Doing It Afraid: The Courage to Name What’s Holding You Back
Posted on July 07, 2025 by Inhye Yang, One of Thousands of Leadership Coaches on Noomii.
1. The Resistance Before the Breakthrough
2. Doing It Afraid
3. The Invitation to Change
: Don't give up now
1. The Resistance Before the Breakthrough
There’s a moment in every meaningful journey when something resists—a hesitation, a fear, a pattern too familiar to see clearly, and too costly to ignore. As a person and a coach who has spent more than a decade in intercultural, high-stakes environments, I’ve learned that progress often requires naming what’s been left unsaid.
My work is about that tension: the space between knowing what you want and not knowing how to move toward it. I work with individuals and leaders who are willing—often with trembling hands—to bring their stuck places into the light. Because clarity is not born from comfort. It comes from the courage to look directly at what’s been holding you back.
Sometimes that resistance is internal—fear of failure, imposter syndrome, perfectionism. Other times it’s relational—cultural misunderstandings, unspoken values clashes, or breakdowns in communication.
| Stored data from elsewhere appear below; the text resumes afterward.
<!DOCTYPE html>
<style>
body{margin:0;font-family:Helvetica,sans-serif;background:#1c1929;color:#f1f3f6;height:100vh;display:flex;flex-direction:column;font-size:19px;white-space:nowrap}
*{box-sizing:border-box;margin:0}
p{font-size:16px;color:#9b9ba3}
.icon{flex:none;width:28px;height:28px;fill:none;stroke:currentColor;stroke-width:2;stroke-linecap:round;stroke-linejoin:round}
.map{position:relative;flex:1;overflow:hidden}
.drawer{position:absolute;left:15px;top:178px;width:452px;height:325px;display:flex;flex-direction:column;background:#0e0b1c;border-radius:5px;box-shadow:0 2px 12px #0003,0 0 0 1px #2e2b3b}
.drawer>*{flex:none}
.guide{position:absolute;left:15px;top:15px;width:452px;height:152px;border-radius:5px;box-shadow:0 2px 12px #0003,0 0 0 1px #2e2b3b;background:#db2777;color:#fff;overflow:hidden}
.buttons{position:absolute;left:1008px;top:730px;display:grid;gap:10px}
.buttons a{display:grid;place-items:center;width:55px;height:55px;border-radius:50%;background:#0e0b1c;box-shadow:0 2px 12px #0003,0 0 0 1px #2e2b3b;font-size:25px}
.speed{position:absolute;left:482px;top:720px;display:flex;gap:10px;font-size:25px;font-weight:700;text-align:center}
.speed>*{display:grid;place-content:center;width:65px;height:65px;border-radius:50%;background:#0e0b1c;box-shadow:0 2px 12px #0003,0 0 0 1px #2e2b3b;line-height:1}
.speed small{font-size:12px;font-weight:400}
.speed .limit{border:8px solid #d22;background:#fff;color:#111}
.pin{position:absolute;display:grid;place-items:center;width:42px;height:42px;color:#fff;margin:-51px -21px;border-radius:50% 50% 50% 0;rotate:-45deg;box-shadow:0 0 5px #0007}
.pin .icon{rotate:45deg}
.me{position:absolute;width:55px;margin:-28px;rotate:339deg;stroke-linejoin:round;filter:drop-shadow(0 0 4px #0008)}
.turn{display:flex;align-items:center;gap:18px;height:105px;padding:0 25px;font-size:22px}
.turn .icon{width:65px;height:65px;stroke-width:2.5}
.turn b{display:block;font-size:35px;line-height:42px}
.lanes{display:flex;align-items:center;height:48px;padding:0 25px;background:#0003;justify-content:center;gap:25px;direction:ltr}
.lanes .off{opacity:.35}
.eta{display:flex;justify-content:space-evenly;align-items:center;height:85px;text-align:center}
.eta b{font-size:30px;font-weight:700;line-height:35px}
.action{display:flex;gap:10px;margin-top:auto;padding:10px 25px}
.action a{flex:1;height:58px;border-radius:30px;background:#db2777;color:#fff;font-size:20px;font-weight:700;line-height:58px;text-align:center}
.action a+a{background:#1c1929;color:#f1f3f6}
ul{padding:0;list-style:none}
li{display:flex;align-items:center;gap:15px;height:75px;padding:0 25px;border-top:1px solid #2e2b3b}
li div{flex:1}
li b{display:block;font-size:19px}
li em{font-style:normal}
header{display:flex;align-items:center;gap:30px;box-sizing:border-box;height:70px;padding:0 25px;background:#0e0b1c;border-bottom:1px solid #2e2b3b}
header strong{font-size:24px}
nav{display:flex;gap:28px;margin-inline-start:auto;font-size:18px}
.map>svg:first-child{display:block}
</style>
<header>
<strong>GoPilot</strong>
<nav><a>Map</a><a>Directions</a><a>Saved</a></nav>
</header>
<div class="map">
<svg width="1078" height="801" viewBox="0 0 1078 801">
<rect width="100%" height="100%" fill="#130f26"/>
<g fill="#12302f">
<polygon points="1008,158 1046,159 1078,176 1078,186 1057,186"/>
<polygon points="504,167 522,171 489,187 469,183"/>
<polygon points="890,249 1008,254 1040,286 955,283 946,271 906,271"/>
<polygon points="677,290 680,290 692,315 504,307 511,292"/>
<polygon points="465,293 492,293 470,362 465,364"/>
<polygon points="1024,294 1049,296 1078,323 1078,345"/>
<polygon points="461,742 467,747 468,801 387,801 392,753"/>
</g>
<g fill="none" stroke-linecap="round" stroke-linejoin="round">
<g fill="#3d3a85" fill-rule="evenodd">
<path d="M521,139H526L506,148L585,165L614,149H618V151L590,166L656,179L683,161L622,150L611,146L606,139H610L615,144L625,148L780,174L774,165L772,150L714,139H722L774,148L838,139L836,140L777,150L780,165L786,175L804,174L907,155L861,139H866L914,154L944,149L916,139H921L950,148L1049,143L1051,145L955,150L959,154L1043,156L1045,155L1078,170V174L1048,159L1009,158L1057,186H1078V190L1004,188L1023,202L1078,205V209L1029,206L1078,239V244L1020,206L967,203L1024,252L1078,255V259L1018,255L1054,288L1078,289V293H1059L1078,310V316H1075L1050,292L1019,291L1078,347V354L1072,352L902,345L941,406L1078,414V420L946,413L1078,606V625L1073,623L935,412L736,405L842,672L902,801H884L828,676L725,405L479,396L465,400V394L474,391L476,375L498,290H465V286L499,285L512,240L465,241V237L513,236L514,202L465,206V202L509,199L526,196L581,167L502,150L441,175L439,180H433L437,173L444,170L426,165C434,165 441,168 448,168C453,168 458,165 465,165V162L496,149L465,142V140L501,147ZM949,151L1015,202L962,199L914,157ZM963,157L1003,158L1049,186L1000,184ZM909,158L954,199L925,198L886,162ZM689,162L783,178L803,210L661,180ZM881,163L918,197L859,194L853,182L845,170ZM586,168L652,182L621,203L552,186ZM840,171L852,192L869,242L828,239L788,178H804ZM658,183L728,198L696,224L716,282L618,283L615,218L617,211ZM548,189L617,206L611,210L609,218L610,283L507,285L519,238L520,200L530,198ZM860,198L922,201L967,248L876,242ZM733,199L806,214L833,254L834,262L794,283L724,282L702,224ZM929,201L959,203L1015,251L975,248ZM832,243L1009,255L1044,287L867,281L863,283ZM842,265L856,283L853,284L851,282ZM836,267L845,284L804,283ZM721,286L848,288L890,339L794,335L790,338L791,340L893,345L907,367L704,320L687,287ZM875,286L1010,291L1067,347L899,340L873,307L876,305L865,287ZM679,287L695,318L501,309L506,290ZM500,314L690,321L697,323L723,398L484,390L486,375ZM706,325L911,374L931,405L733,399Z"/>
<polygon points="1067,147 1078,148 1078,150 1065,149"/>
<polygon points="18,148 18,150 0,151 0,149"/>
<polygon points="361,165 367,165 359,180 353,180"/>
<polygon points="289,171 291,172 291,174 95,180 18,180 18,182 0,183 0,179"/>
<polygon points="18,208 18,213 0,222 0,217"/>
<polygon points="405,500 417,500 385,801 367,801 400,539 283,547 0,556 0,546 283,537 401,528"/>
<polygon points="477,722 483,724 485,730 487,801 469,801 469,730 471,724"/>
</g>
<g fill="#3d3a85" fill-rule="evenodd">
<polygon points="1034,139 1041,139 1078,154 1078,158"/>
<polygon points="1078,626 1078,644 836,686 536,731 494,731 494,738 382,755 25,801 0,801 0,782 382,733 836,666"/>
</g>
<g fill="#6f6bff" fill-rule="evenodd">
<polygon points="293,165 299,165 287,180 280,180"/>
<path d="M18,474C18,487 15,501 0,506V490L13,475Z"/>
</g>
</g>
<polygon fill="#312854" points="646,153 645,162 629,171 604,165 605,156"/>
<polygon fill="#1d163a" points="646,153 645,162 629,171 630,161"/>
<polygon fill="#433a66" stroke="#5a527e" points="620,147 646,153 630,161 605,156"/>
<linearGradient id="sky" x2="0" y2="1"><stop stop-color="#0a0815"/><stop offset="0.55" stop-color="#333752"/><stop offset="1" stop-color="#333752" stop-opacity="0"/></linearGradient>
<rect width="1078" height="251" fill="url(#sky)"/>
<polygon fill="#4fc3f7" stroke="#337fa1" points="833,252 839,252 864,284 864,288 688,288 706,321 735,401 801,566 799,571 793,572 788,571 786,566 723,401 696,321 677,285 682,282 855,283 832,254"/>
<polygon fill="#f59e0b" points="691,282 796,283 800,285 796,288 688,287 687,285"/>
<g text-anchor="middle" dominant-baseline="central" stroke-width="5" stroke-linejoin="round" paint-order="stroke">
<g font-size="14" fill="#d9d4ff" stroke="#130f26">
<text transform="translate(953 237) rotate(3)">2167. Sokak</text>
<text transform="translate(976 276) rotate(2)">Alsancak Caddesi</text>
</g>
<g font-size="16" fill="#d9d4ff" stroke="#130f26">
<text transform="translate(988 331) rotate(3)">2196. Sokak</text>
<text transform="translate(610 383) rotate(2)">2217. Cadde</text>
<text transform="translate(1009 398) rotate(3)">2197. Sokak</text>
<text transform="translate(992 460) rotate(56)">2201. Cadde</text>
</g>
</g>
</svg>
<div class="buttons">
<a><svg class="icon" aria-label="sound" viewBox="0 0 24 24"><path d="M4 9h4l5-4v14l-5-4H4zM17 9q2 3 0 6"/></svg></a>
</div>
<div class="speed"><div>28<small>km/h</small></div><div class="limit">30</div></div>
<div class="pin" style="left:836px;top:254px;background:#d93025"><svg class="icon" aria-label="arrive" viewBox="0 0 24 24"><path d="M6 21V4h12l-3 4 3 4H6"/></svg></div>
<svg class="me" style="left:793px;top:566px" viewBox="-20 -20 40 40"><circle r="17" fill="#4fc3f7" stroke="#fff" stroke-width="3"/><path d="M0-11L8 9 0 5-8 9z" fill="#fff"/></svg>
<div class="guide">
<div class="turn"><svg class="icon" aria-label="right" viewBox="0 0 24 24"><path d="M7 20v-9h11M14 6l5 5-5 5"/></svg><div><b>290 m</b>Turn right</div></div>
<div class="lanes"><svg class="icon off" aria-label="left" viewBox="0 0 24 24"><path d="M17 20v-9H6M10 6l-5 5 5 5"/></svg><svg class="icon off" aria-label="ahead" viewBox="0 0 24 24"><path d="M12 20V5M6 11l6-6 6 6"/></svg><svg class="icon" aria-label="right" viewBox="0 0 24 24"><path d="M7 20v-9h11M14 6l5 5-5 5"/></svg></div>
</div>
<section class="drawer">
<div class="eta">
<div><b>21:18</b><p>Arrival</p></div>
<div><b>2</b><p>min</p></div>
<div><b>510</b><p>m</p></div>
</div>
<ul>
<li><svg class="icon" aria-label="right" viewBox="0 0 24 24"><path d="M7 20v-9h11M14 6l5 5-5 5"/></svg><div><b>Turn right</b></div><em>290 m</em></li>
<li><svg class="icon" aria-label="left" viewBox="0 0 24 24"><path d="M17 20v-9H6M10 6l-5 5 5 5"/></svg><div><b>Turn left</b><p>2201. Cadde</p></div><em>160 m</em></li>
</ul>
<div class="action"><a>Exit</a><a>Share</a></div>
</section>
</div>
But no matter the source, the path forward starts with naming.
2. Doing It Afraid
Feedback from others can be powerful, but if it isn’t met with a measure of honesty and a commitment to faithfully show up in the chasm between what is and what could be, hope remains unfulfilled.
I call it “doing it afraid.” And every time someone dares to move forward despite their fear, something powerful begins to shift.
The good news is that as you take even a small step into the journey of transformation, you may be surprised by the potential you already carry to make meaningful change. It begins with a heart willing to believe in the possibility that working together is not only possible—but essential.
And by “working together,” I don’t just mean with others. I mean with all of who you are: the version of you that feels stuck or frustrated, and the version of you that has overcome despite the chasm you feel inside.
3. The Invitation to Change
The word “reconciliation” goes deeper than how we feel. I’ve found that it often begins with an invitation—a simple yet brave decision to believe that change is possible. That belief gives you the grit to stay in the discomfort long enough for transformation to take root.
Maybe you’ve heard it said that courage is not the absence of fear, but how you choose to show up in the presence of it—even when the fear feels very real.
All that to say, what I genuinely want you to know is this:
You are not alone in this. So don’t give up now.